To do. With the records below as your source, retype each line exactly from the top down to the line that contains "function strokePath(path, color, width, dash)", and include that line.

[Saved data entries]
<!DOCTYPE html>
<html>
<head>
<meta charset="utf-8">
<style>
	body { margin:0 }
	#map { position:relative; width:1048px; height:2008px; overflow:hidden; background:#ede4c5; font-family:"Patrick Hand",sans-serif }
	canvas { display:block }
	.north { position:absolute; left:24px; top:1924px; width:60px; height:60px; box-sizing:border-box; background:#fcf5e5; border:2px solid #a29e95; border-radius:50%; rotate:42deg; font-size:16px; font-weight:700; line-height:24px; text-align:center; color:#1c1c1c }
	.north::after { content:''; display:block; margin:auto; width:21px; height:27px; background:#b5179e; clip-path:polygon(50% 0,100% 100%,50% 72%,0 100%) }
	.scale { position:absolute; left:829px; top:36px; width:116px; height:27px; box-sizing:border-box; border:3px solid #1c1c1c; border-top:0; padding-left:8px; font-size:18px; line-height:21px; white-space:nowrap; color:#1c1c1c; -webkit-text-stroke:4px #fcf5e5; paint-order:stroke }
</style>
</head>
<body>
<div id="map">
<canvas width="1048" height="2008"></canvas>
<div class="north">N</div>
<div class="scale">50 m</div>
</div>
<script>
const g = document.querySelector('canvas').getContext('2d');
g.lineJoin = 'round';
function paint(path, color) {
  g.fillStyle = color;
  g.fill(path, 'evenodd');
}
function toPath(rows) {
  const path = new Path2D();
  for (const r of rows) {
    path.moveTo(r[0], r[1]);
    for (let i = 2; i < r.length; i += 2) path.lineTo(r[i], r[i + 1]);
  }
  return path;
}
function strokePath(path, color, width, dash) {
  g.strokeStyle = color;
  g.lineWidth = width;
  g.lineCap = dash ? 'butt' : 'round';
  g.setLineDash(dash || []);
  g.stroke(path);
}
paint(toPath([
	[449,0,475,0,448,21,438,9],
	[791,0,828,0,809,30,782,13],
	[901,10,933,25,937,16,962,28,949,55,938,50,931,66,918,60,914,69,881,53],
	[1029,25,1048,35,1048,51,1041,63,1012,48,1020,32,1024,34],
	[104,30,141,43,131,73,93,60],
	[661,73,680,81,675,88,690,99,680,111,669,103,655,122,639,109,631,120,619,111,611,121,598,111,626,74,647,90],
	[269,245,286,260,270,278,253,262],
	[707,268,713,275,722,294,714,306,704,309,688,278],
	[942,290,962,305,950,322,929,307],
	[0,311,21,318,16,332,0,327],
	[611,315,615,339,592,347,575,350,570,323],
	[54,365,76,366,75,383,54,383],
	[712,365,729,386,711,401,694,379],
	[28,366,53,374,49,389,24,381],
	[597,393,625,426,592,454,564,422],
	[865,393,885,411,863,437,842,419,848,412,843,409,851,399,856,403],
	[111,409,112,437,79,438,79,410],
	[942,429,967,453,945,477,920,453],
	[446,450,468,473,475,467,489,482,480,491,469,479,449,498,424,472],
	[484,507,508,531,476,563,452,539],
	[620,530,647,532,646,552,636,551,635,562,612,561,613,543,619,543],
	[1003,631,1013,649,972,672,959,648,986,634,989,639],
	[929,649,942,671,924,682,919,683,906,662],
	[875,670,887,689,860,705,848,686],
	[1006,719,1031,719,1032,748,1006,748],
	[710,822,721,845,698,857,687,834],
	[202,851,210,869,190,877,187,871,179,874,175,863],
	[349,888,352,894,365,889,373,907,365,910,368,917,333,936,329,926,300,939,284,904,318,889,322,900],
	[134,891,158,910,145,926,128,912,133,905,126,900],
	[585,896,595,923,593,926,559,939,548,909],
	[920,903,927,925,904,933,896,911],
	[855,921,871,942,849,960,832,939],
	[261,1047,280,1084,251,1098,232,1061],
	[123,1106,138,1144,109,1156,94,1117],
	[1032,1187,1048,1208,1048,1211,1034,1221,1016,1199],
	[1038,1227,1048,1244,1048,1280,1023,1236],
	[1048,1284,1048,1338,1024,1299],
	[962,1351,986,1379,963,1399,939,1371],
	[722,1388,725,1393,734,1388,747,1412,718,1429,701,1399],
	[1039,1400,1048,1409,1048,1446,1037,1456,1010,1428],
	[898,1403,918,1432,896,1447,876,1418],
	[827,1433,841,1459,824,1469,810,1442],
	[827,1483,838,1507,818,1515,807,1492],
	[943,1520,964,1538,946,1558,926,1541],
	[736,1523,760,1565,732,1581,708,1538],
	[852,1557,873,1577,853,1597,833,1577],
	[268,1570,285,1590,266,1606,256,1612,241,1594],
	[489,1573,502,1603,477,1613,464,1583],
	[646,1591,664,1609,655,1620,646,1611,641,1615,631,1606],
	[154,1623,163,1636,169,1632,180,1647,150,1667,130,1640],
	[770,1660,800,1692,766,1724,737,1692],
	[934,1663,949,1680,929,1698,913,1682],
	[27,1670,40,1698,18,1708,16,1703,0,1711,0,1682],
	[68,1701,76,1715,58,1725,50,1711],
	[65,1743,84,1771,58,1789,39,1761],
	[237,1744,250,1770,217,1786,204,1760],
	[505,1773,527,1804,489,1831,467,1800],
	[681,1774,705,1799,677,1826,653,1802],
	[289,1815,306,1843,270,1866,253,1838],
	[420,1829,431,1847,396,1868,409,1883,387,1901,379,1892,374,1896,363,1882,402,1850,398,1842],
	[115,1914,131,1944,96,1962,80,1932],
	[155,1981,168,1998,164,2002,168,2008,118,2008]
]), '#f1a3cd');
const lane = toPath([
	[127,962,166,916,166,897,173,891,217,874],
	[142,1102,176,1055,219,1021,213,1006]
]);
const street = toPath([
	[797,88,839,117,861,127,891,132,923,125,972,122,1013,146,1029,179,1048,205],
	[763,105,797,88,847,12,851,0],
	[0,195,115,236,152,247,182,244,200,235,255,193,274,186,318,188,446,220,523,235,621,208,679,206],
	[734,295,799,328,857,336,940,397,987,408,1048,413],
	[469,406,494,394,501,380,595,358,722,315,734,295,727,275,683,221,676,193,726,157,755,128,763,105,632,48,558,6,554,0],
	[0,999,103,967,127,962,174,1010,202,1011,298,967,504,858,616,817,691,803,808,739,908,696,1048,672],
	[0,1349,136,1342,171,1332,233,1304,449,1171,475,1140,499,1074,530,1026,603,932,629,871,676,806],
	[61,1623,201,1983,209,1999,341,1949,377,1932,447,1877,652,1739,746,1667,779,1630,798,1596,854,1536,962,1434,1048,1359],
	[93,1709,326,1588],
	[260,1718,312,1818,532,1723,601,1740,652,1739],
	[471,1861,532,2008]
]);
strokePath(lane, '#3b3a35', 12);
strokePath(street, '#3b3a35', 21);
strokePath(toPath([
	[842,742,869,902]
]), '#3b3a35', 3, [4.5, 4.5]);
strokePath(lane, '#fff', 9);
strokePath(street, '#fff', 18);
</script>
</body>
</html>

Written reply.
<!DOCTYPE html>
<html>
<head>
<meta charset="utf-8">
<style>
	body { margin:0 }
	#map { position:relative; width:1048px; height:2008px; overflow:hidden; background:#ede4c5; font-family:"Patrick Hand",sans-serif }
	canvas { display:block }
	.north { position:absolute; left:24px; top:1924px; width:60px; height:60px; box-sizing:border-box; background:#fcf5e5; border:2px solid #a29e95; border-radius:50%; rotate:42deg; font-size:16px; font-weight:700; line-height:24px; text-align:center; color:#1c1c1c }
	.north::after { content:''; display:block; margin:auto; width:21px; height:27px; background:#b5179e; clip-path:polygon(50% 0,100% 100%,50% 72%,0 100%) }
	.scale { position:absolute; left:829px; top:36px; width:116px; height:27px; box-sizing:border-box; border:3px solid #1c1c1c; border-top:0; padding-left:8px; font-size:18px; line-height:21px; white-space:nowrap; color:#1c1c1c; -webkit-text-stroke:4px #fcf5e5; paint-order:stroke }
</style>
</head>
<body>
<div id="map">
<canvas width="1048" height="2008"></canvas>
<div class="north">N</div>
<div class="scale">50 m</div>
</div>
<script>
const g = document.querySelector('canvas').getContext('2d');
g.lineJoin = 'round';
function paint(path, color) {
  g.fillStyle = color;
  g.fill(path, 'evenodd');
}
function toPath(rows) {
  const path = new Path2D();
  for (const r of rows) {
    path.moveTo(r[0], r[1]);
    for (let i = 2; i < r.length; i += 2) path.lineTo(r[i], r[i + 1]);
  }
  return path;
}
function strokePath(path, color, width, dash) {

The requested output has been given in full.